Choosing a numerical programming language for economic research: Julia,

Stata is completely specialized to the exact workflow of applied linear (and maybe constrained variations of generalized linear) estimation doing things like linear regression, causal inference, event studies, etc It would be insane to do things like solve differential equations in it, much more than even R. The stata language itself is absurd and inconsistent in ways you couldn’t imagine (e.g. in practice, you only have one (unnamed) table available at any time and no other datastructures. Variable names implicitly reference columns in that table). The presenter of https://www.youtube.com/watch?v=vcFBwt1nu2U&ab_channel=NDCConferences should study Stata for inspiration.

But… it is a great case study of how an objectively awful and inconsistent language can develop an environment, workflow, network of users, and set of packages that does exactly what a group of people need. And this isn’t just a question of switching costs and complementarities from network effects: focus often dominates elegance when productivity is concerned.

Unlike using R (let alone stata) to solve a complicated differential equations, it isn’t insane to use Julia for data analysis and linear regressions. Johannes, Mathieu and many others have created excellent packages. If you and your coauthors/RAs already know Julia well - or have those tasks as just one small piece of your project - then they are a great choice. I think what economists should be careful doing, though, is suggesting to people that they consider switching over to Julia for just those tasks from their more specialized language. It isn’t where Julia’s has its main advantages and if people evaluate Julia primarily on those criteria it will lose and they may not come back to evaluate it again in those cases where it would win.

I am not sure what the myths are at this point.

Certainly the julia compiler and language still have usability quirks but it is much better and has far less latency than 2019. The development environment is better than it used to be, but not in the same ballpark as the stability of Rstudio, matlab, or even the vscode python support. Given the massive investment in those platforms that shouldn’t be a surprise.

Sadly, the package ecosystem hasn’t consistently kept pace. For some (e.g. DifferentialEquations and ApproxFun to throw out a few) they are the state-of-the-art and well maintained. But many more basic ones have stagnated and when new users find a package they often find it has bugs, holes, or they need to switch between similar packages for small variations on the same task. Python/R also have packages which slowly depreciate - but they have a core set of packages that never will. Similarly, the investment into packages in python numpy/jax/pytorch and matlab has accelerated, and the performance and usability of those has changed substantially. numba/jax/pytorch can be at least as fast as Julia in many cases (or at least until careful performance tweaking happens… all compiled languages end up the same), and a lot of algorithms are linear-algebra dominated so performance comes down to BLAS code. Performance isn’t everything, of course, but it is a dimension that Julia cannot assume it will win at.

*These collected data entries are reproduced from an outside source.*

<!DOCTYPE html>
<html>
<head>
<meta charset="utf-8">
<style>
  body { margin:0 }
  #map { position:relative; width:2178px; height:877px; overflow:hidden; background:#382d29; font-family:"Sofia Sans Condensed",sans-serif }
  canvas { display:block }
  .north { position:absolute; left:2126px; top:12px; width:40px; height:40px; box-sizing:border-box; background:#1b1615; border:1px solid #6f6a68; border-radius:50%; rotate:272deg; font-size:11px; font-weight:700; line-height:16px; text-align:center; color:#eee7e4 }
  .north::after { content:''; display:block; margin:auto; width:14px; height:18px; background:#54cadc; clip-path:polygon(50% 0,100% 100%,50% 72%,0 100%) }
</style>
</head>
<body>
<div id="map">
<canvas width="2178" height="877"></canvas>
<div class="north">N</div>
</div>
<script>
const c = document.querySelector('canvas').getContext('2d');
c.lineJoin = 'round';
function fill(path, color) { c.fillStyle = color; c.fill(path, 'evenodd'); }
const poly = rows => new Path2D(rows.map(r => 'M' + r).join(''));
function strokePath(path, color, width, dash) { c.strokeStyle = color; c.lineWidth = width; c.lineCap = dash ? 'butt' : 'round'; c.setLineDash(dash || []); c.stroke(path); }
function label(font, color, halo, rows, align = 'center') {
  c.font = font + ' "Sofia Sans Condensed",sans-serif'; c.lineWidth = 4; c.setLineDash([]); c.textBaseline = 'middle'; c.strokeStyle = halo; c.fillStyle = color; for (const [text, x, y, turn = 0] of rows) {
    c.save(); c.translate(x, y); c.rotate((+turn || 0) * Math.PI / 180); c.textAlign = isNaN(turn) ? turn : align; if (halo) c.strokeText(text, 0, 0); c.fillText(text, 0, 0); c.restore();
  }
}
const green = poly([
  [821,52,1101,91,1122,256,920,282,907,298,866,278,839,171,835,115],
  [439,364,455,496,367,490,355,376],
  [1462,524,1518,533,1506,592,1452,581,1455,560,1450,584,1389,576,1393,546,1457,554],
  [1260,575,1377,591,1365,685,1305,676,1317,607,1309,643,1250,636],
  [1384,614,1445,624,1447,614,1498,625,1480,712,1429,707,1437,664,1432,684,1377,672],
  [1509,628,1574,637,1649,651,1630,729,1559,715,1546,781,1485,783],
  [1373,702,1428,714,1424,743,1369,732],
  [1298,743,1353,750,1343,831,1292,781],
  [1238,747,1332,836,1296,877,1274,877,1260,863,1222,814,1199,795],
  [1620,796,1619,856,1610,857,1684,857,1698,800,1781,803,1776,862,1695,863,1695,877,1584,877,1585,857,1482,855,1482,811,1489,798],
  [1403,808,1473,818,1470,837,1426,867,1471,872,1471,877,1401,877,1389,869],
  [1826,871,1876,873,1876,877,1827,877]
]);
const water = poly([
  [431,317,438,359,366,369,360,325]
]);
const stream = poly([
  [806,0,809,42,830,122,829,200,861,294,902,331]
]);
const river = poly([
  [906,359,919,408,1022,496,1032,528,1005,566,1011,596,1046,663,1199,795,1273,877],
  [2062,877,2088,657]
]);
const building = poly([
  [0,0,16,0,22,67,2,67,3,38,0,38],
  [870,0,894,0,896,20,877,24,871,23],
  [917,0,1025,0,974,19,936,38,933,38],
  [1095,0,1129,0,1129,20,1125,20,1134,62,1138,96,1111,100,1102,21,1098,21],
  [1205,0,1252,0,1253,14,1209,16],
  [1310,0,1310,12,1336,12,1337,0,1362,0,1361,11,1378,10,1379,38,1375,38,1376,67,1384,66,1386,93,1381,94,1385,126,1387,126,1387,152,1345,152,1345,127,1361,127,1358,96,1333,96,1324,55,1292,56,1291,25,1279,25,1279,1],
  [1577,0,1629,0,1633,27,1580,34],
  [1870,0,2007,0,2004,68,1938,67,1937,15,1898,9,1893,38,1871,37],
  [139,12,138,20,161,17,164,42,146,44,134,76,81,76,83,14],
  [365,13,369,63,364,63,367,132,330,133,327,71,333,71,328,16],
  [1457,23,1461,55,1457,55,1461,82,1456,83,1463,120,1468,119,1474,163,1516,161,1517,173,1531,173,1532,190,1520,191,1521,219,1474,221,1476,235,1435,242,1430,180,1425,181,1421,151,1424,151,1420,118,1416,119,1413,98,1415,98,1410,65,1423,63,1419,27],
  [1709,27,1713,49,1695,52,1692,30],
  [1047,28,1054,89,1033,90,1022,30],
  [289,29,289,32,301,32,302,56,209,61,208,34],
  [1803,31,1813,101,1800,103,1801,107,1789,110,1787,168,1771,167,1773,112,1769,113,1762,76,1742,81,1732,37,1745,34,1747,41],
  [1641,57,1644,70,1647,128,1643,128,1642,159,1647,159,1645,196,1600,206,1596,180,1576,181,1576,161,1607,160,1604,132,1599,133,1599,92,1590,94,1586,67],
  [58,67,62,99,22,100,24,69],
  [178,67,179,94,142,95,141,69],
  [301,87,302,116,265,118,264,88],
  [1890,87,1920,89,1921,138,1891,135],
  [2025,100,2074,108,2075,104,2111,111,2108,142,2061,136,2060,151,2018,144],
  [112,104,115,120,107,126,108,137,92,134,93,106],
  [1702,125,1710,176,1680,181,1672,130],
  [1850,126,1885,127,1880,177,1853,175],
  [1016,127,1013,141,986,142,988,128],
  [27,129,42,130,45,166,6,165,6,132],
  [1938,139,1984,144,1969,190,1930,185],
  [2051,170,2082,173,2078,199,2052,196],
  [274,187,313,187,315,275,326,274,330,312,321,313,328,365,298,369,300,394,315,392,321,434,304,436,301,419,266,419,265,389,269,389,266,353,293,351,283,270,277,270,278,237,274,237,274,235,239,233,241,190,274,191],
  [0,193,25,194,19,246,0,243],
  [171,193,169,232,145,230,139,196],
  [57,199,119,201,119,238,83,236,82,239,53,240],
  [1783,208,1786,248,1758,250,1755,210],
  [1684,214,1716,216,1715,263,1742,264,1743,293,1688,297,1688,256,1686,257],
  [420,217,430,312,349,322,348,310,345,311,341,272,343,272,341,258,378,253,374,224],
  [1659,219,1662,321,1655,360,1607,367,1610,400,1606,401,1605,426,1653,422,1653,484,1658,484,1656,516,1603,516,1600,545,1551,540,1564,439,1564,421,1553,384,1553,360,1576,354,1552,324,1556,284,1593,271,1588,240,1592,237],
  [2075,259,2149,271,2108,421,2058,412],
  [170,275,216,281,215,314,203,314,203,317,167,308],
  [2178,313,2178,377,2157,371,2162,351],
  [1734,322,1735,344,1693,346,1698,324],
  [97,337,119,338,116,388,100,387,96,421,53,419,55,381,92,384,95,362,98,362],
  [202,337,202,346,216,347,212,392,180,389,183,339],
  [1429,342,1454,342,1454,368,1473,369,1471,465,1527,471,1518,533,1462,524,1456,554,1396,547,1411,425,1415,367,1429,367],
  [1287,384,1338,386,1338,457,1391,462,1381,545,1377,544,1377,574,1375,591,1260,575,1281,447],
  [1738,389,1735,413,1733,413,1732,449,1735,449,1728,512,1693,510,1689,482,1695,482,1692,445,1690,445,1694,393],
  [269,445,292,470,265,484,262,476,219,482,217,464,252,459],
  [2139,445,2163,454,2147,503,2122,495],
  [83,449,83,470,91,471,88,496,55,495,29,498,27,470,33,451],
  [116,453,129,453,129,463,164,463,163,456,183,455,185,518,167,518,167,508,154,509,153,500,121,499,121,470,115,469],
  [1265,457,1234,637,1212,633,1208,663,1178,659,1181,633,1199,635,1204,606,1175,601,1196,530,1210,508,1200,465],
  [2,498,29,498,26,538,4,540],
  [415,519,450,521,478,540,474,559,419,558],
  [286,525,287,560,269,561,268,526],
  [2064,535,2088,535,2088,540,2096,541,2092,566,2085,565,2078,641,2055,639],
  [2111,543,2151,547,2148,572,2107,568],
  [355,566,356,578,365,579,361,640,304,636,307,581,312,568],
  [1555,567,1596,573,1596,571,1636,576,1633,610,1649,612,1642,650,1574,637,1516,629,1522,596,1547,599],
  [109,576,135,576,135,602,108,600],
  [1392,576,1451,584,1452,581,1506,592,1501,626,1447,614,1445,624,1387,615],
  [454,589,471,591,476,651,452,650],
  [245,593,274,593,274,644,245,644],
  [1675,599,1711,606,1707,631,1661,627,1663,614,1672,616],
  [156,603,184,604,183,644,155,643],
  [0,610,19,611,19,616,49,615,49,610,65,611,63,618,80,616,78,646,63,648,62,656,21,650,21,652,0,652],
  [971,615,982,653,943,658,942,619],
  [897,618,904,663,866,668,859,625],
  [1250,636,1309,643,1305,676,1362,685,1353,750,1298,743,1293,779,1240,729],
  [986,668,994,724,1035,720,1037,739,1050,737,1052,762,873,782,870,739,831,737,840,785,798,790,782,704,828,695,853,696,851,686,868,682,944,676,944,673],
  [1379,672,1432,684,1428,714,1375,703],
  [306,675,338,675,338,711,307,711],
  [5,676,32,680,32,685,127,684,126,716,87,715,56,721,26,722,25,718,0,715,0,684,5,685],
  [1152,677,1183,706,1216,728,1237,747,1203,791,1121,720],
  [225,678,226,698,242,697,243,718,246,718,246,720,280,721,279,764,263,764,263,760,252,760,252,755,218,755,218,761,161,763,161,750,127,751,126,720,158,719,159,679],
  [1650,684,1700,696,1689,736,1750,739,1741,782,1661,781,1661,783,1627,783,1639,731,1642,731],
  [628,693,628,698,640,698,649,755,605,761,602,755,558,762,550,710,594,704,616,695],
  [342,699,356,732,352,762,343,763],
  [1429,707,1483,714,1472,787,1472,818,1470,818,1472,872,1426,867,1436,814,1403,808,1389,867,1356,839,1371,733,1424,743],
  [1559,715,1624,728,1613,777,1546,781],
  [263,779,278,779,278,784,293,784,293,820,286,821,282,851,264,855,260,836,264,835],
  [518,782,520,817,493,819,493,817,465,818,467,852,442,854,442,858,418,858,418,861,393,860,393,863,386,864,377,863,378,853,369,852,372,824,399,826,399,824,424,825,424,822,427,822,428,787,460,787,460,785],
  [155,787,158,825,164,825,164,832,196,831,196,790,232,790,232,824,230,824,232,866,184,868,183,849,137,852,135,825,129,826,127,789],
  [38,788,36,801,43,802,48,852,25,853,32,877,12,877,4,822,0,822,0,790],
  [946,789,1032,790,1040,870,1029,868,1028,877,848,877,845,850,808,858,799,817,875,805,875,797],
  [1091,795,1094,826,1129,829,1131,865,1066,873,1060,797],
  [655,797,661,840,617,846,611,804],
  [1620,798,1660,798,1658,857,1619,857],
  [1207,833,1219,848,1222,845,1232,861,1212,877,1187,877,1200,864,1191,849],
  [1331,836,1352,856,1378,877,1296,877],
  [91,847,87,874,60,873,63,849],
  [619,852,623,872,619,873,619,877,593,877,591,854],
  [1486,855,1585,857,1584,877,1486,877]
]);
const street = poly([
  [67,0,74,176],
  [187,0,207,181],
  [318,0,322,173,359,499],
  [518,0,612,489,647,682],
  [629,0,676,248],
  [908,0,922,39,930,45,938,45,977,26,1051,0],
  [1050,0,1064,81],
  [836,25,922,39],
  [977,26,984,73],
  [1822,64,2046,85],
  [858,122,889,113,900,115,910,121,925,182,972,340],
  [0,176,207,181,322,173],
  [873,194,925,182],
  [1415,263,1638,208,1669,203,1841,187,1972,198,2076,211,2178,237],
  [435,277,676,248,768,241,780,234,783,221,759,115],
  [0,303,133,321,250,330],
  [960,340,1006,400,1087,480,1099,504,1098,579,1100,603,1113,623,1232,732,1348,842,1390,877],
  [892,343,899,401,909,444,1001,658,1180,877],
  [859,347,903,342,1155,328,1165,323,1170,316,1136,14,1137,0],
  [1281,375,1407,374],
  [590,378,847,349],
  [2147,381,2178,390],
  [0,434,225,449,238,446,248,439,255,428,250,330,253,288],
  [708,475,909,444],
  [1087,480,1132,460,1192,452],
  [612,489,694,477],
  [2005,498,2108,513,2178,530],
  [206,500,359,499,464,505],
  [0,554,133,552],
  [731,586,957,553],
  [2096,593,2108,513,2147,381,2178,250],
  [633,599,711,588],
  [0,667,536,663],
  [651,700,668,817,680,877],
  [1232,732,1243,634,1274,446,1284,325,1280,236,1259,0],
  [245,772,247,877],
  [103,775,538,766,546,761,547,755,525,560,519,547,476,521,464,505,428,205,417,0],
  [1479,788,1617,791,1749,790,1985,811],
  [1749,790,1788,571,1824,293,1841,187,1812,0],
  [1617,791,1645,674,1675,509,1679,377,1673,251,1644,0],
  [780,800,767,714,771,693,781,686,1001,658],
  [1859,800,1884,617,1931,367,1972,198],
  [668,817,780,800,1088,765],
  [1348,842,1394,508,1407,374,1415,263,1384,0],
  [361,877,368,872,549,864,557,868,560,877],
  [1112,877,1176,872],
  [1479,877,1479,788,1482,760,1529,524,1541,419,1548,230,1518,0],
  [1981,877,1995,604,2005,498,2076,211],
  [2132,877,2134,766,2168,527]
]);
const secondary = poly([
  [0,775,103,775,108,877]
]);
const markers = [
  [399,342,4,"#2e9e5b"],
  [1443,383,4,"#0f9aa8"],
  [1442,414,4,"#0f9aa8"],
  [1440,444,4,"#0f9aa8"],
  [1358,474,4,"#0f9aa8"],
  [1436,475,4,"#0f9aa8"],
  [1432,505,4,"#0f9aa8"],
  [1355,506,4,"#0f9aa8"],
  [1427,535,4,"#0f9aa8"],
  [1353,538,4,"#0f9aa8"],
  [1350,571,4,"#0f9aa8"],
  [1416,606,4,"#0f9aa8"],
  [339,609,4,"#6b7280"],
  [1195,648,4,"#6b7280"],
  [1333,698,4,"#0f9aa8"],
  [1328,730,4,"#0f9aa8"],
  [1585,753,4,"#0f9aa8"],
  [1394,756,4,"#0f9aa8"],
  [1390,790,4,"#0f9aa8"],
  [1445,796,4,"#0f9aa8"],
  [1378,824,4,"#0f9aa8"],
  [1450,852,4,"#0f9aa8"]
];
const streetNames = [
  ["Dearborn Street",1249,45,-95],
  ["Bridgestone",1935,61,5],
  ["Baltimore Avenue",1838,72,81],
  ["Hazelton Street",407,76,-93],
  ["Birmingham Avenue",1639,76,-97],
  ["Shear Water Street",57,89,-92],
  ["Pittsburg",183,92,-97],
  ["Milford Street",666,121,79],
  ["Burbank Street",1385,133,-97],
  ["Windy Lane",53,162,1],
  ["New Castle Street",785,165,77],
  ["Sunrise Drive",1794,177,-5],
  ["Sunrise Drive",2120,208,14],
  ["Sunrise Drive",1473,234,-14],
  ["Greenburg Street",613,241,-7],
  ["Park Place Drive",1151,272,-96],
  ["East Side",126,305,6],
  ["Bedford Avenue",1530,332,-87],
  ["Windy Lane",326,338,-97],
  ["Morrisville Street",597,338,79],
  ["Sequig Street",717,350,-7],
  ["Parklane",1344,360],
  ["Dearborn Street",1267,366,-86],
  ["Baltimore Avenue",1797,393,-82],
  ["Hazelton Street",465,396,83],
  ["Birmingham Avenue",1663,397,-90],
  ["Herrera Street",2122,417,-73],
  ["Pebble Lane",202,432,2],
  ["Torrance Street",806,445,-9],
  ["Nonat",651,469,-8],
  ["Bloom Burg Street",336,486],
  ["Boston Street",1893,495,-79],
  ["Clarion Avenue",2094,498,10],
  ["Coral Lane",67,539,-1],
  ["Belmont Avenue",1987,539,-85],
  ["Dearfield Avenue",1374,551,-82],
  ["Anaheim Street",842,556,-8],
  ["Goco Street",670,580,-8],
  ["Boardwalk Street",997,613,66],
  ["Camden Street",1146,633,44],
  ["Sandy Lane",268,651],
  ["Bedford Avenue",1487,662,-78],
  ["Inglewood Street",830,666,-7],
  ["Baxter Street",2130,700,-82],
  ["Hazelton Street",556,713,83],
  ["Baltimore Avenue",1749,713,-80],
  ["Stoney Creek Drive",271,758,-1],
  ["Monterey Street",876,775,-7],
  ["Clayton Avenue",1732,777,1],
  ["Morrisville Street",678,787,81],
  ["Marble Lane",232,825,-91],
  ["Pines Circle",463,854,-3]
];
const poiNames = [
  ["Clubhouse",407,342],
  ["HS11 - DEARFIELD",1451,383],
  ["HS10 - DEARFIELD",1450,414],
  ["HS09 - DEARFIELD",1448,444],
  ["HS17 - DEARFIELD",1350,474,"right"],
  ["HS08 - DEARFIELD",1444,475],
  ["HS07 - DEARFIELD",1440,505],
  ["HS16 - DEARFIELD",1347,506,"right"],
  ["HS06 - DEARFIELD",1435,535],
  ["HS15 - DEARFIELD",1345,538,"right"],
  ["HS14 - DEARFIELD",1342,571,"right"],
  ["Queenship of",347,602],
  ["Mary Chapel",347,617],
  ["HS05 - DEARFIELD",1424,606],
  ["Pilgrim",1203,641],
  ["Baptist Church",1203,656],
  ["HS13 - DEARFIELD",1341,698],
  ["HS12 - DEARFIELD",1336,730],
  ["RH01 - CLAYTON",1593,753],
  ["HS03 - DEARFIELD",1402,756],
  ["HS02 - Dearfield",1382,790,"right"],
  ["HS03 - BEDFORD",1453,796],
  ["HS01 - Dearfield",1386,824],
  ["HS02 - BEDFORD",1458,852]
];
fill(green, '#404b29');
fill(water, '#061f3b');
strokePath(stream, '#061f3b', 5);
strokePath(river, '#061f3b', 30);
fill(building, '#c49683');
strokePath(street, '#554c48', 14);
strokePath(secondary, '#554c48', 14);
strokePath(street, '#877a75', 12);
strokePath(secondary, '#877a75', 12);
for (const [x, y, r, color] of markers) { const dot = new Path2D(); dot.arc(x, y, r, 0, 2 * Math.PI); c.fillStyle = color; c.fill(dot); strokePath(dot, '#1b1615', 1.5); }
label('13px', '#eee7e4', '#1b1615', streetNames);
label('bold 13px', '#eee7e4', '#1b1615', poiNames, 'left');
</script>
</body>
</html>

I feel like there is a degree of complacency in the Julia community where people think that it is catching up to its competitors and it is just a question of time. In some cases there is catch up, in others Julia is already the state-of-the-art, but the other package ecosystem of its competitors are also moving targets and have huge $$$ invested in them.

So to summarize my position here, and then I will shut up, the biggest myths which impede Julia’s success might be in the Julia community itself: that (1) being the best language is enough to win; (2) that Julia’s packages are catching up to the competition in all the important cases that matter; and (3) that just because Julia is a general purpose language that can do many things, it can’t backfire to evangelize it to those currently using more specialized languages for those tasks.

As always, I am leaving off all of the wonderful things about julia. I am only pointing this out publicly because I think there are things that can be done to remedy these issues because they won’t magically disappear without something changing.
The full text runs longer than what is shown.